How Does Heterogeneous Label Noise Impact Generalization in Neural Nets?
- URL: http://arxiv.org/abs/2106.15475v1
- Date: Tue, 29 Jun 2021 14:58:46 GMT
- Title: How Does Heterogeneous Label Noise Impact Generalization in Neural Nets?
- Authors: Bidur Khanal and Christopher Kanan
- Abstract summary: Incorrectly labeled examples, or label noise, is common in real-world computer vision datasets.
In the real-world, label noise is often heterogeneous, with some categories being affected to a greater extent than others.
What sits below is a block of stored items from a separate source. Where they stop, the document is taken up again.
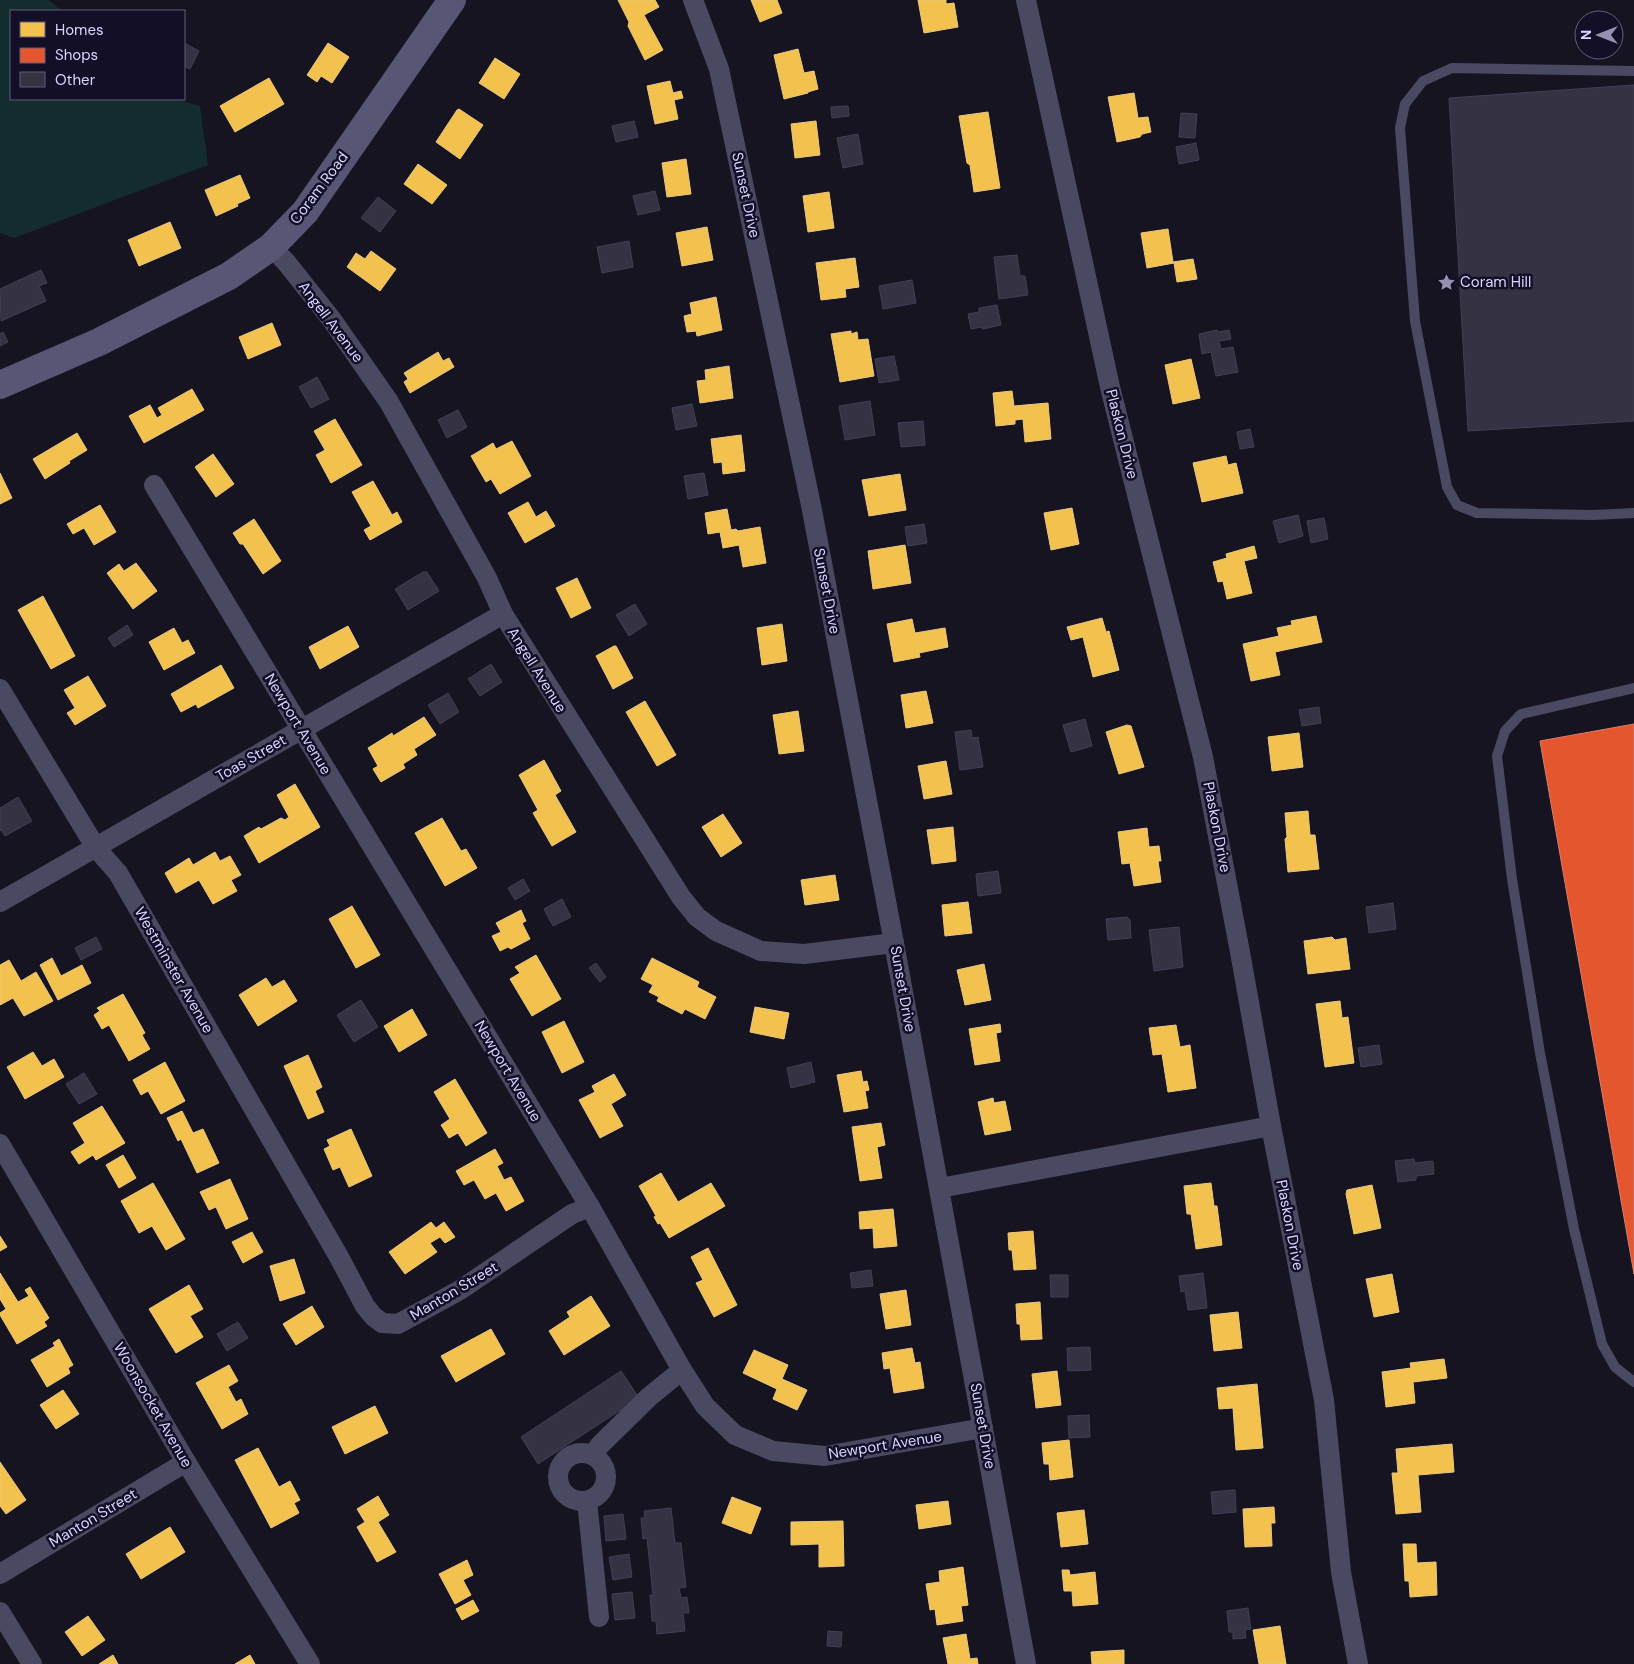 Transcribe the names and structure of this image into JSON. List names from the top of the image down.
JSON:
{
  "streets": {
    "street": [
      "Coram Road",
      "Sunset Drive",
      "Angell Avenue",
      "Plaskon Drive",
      "Newport Avenue",
      "Toas Street",
      "Westminster Avenue",
      "Manton Street",
      "Woonsocket Avenue"
    ]
  },
  "crossings": [
    ["Coram Road", "Angell Avenue"],
    ["Sunset Drive", "Angell Avenue"],
    ["Sunset Drive", "Newport Avenue"],
    ["Angell Avenue", "Toas Street"],
    ["Newport Avenue", "Toas Street"],
    ["Newport Avenue", "Manton Street"],
    ["Toas Street", "Westminster Avenue"],
    ["Westminster Avenue", "Manton Street"],
    ["Manton Street", "Woonsocket Avenue"]
  ],
  "places": {
    "place": ["Coram Hill"]
  },
  "legend": ["Homes", "Shops", "Other"],
  "north": "left"
}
- Score: 29.326472933292603
- License: http://creativecommons.org/licenses/by/4.0/
- Abstract: Incorrectly labeled examples, or label noise, is common in real-world
computer vision datasets. While the impact of label noise on learning in deep
neural networks has been studied in prior work, these studies have exclusively
focused on homogeneous label noise, i.e., the degree of label noise is the same
across all categories. However, in the real-world, label noise is often
heterogeneous, with some categories being affected to a greater extent than
others. Here, we address this gap in the literature. We hypothesized that
heterogeneous label noise would only affect the classes that had label noise
unless there was transfer from those classes to the classes without label
noise. To test this hypothesis, we designed a series of computer vision studies
using MNIST, CIFAR-10, CIFAR-100, and MS-COCO where we imposed heterogeneous
label noise during the training of multi-class, multi-task, and multi-label
systems. Our results provide evidence in support of our hypothesis: label noise
only affects the class affected by it unless there is transfer.